# Mollie color crosses help!



## orangutan (Jul 3, 2006)

hey all mollie lovers, I have a 55g with 9 mollies, 3F Black;1F Dalmation;2M Orange Sailfin; 2F white;1M white sailfin.

They have had about 50 fry which are now in a holding 10g tank and livin well! anyways, i have no idea who mated and i cant really tell what there adult color will be yet, does anybody know what colors you get from crossing all of the above mollies? i have lots of black fry, white fry, and some that look kinda pink, and some that look kinda brown.


----------



## tonkstoy2003 (Jun 12, 2006)

I have mollly fry and curious of the same thing.

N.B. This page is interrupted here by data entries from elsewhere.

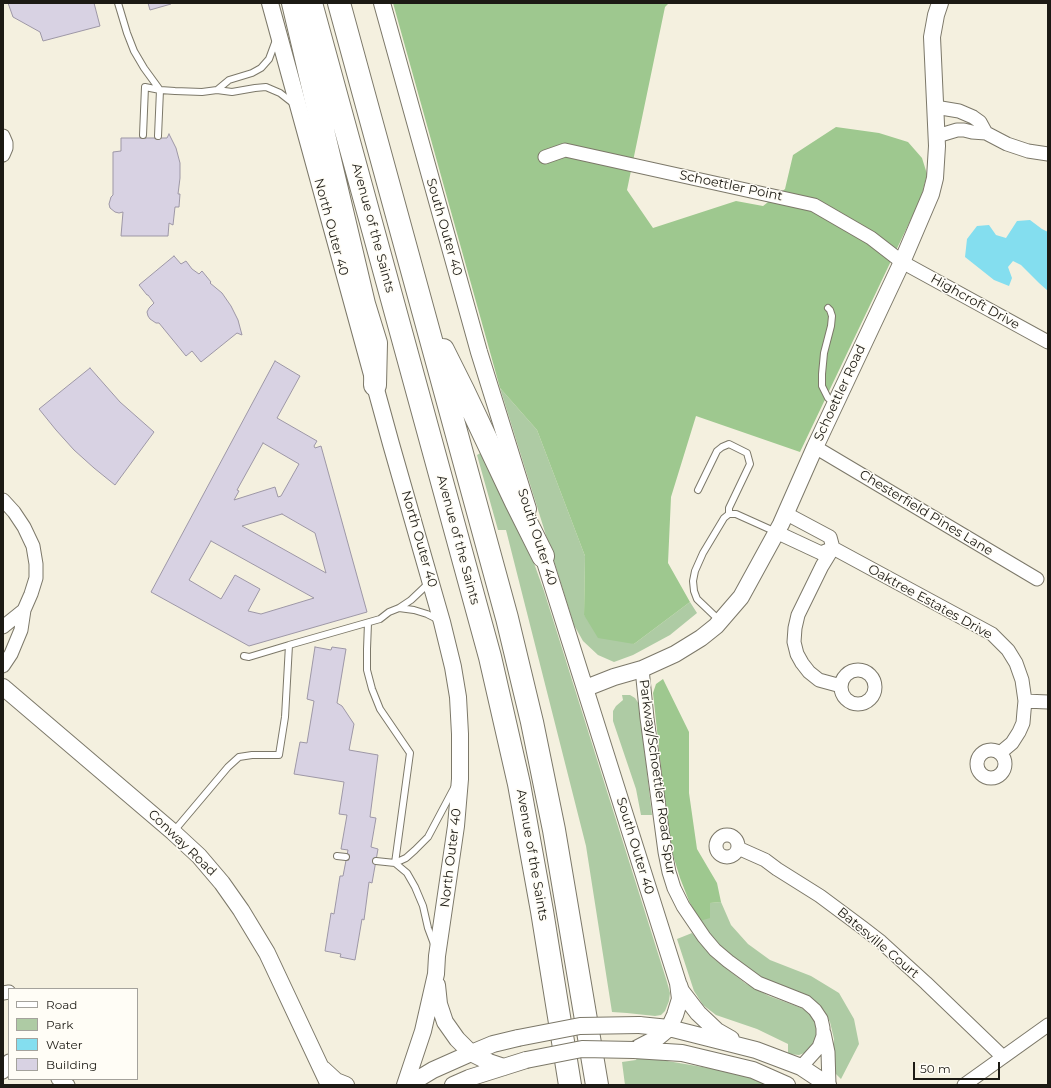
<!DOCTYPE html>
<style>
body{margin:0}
#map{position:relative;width:1051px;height:1088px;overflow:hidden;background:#f4f0df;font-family:Montserrat,sans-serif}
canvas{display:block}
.frame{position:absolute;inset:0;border:4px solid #1c1a14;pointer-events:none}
.legend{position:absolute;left:8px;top:988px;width:130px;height:92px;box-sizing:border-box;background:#fffdf6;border:1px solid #a4a29c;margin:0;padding:5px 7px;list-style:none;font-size:12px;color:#1c1a14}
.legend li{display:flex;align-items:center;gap:8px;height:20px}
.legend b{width:20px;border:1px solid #a4a29c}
.scale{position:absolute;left:913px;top:1062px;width:87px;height:18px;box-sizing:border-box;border:2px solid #1c1a14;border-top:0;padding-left:5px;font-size:12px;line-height:14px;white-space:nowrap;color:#1c1a14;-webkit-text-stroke:3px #fffdf6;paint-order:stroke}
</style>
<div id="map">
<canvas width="1051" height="1088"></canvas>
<div class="frame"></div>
<ul class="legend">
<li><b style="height:5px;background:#fff"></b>Road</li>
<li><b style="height:11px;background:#aecba4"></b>Park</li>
<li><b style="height:11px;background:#84deef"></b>Water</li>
<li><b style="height:11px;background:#d8d2e3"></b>Building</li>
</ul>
<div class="scale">50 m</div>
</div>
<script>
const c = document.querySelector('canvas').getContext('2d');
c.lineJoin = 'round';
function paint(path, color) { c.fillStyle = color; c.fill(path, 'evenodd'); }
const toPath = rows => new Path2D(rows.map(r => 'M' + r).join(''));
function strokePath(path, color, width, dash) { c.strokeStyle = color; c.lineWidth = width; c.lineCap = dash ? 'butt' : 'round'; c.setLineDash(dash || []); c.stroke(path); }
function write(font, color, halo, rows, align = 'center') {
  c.font = font + ' Montserrat,sans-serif'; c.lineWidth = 3; c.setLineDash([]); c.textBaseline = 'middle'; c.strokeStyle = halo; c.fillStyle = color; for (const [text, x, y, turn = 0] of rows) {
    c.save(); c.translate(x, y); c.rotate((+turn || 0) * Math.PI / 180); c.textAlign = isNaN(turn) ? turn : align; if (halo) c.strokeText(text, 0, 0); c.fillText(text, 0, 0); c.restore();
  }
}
paint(toPath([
 [500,388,537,430,585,556,584,615,634,644,690,602,697,613,670,635,633,655,614,662,598,655,583,641,574,625],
 [484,451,526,541,544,591,667,982,670,993,669,1001,665,1011,661,1015,655,1016,627,1013,612,1012,586,846,506,530,498,530,477,455],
 [622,695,630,695,635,698,639,704,652,815,641,815,636,789,613,721,613,711,616,706,623,700],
 [721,902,731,925,748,944,770,960,811,976,839,993,854,1019,859,1044,841,1079,835,1073,832,1068,834,1039,830,1022,824,1010,811,1000,770,982,744,967,721,947,709,934,700,921,709,903],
 [692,933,713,958,745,983,769,996,788,1003,801,1008,810,1013,814,1020,818,1038,807,1052,799,1055,788,1054,788,1044,757,1029,716,1015,703,1005,694,991,677,939],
 [638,1056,732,1072,776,1085,625,1085,622,1062,636,1060]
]), '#aecba4');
paint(toPath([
 [393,3,669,3,665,7,627,190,653,228,736,201,763,206,785,189,793,155,836,127,879,133,908,142,922,158,927,174,921,198,800,452,696,416,671,497,668,563,690,602,634,644,598,638,584,615,585,556,537,430,500,388],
 [663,679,689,732,689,793,697,849,717,883,721,902,710,903,710,918,700,921,689,901,680,878,669,842,653,693,656,684]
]), '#9ec88f');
paint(toPath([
 [1030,220,1042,229,1048,232,1048,291,1039,283,1021,265,1013,261,1008,267,1012,278,1009,286,994,280,965,257,967,239,977,226,989,225,996,235,1006,238,1017,221]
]), '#84deef');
const building = toPath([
 [8,3,94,3,100,26,43,41,40,32,13,17,8,3],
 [148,3,170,3,171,4,150,10,148,3],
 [169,134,176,148,180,163,180,178,178,194,180,194,179,207,175,207,173,225,169,223,168,236,121,236,123,212,119,213,115,212,110,208,109,204,111,197,113,195,113,152,121,151,121,138,167,138,169,134],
 [174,256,181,264,186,261,192,269,199,274,202,271,211,282,210,283,222,293,231,306,238,320,242,335,237,333,201,362,192,351,186,356,159,323,156,323,150,319,148,316,147,312,149,308,154,303,148,295,147,295,139,285,174,256],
 [275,361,300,376,277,418,317,441,314,446,315,448,321,446,367,612,249,646,151,592,275,361],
 [263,443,299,464,281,496,278,497,275,487,234,500,239,491,237,490,263,443],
 [282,514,315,533,326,573,242,526,282,514],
 [211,541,314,598,261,614,248,611,260,589,235,575,221,599,189,580,211,541],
 [90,368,120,402,154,432,115,485,94,468,74,450,56,430,39,409,90,368],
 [315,647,331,650,332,647,346,649,337,703,342,706,354,724,349,750,378,755,370,817,376,818,371,847,378,849,372,883,369,882,364,920,362,919,355,960,340,957,341,954,325,951,331,913,334,914,340,876,343,876,348,850,341,849,347,815,339,814,344,782,294,774,300,742,307,743,314,701,307,699,315,647]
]);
paint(building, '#d8d2e3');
strokePath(building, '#9d97a6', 1);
const service = toPath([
 [118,3,127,33,134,51,144,68,160,90],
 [217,90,229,80,252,73,261,68,269,59,276,40],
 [143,135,145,87,160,90],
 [158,136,160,90,175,91,202,92,217,90,232,92,255,88,266,87,280,93,294,104],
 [828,308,830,310,832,316,831,326,824,353,822,374,822,386,828,398,834,403],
 [698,490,717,451,722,447,729,444,747,453,750,464,729,508,729,514],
 [399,608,414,610,427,614,439,620],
 [719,620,697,599,694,591,693,581,695,571,703,553,724,518,729,514,736,514,776,532],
 [368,623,367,649,367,670,372,689,380,709,410,753,395,863],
 [289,645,380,619,389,612,399,608,411,600,430,582],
 [174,831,228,767,239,757,252,755,279,755,285,717,289,645,249,657,244,656],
 [337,856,346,857],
 [376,861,395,863,406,858,415,850,428,837,454,788],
 [395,863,407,873,415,887,423,906,428,928,434,944]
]);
const minor = toPath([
 [935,107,959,111,973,117,980,122,986,133],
 [3,136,6,143,6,148,3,155],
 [937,136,957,130,964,130,972,132,986,133,1007,144,1028,151,1048,154],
 [545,157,565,150,814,205,871,238,902,262,1048,342],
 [815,447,1037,579],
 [3,500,14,512,24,527,33,546,36,564,36,578,31,594,24,610,21,630,11,654,3,666],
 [785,513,830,537,833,548,992,634,1008,650,1016,663,1022,680,1025,701,1024,711,1023,723,1019,732,1012,743,1000,753],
 [776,532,821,553,833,548],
 [833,548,822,566,798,615,795,628,794,642,797,654,802,663,809,672,819,680,841,686],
 [3,627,24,610],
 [642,669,647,718,665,852,669,872,674,888,683,906,704,937,715,950,728,961,758,983,806,1002,815,1010,821,1019,823,1028,823,1036,819,1047,801,1067],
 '841 687a17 17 0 1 1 34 0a17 17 0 1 1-34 0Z',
 [1025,701,1048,702],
 '977 764a14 14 0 1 1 28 0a14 14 0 1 1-28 0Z',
 '716 846a11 11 0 1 1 22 0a11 11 0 1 1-22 0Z',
 [738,848,765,860,777,869,820,896,863,928,881,942,926,983,1003,1057],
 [3,993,9,992],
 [824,1033,828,1052,829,1085],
 [3,1072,9,1061],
 [58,1079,68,1085],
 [964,1085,1048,1025]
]);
const tertiary = toPath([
 [270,3,391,444,442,622,453,667,458,697,460,734,460,779,456,826,437,956,436,974,423,1031,405,1085],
 [382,3,479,352,528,509],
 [540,546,678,983,680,999,675,1015,669,1028,657,1038,634,1050],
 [3,687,173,832,199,856,222,883,241,910,267,953,329,1085],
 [586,688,614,677,642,669,675,654,701,638,716,626,741,597,781,524,815,447,902,262,931,194,935,178,937,146,932,37,936,15,940,3],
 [437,985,439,1004,445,1022,457,1039,471,1053,489,1062,504,1067],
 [679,985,681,991,698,1013,717,1031,731,1039],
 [639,1025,669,1028,756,1050,801,1067,828,1085],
 [634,1050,682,1053,753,1070,787,1085],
 [323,1069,336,1081,346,1085],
 [408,1085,433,1070,469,1054,493,1044,518,1038],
 [453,1085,469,1078,526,1060]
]);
const motorway = toPath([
 [293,3,364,304,376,343,375,385],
 [311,3,490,657,519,784,542,911,570,1085],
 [339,3,507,618,532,722,554,830,597,1085],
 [443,350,463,390,516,502,543,556]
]);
strokePath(service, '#7c7869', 8);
strokePath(minor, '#7c7869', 15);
strokePath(tertiary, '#7c7869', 18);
strokePath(motorway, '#7c7869', 24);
strokePath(service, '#fff', 6);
strokePath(minor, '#fff', 13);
strokePath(tertiary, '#fff', 16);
strokePath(motorway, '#fff', 22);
const tertiaryBridge = toPath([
 [518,1038,580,1026,639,1025],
 [526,1060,582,1049,634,1050]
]);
strokePath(tertiaryBridge, '#7c7869', 18, []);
strokePath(tertiaryBridge, '#fff', 16);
write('13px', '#1c1a14', '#fffdf6', [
 ["Schoettler Point",731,186,12],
 ["North Outer 40",331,227,75],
 ["South Outer 40",444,227,74],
 ["Avenue of the Saints",373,228,75],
 ["Highcroft Drive",975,302,29],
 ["Schoettler Road",840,393,-65],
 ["Chesterfield Pines Lane",926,513,31],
 ["South Outer 40",537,537,72],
 ["North Outer 40",419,539,74],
 ["Avenue of the Saints",458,540,75],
 ["Oaktree Estates Drive",930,602,29],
 ["Parkway/Schoettler Road Spur",657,777,82],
 ["Conway Road",182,843,44],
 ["South Outer 40",635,846,73],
 ["Avenue of the Saints",532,855,80],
 ["North Outer 40",451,858,-83],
 ["Batesville Court",878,943,40]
]);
</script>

Sorry i couldn't help>. :0) I'm sure someone on here knows. ) Take Care
~jamie


----------



## blcknwitecuban (Apr 17, 2006)

with the black and orange you'll get a golddust molly. a white with black or white with gold will get u damations.


----------



## doggydad38 (Jan 18, 2005)

To be honest, what you get is what you get. There is no formula you can plug colors into and know what you will get. Black is usually dominant to everything, but not always. Depends if the black is pure or a hybrid. That's about as difinitive as you will get with your crosses.
Tony


----------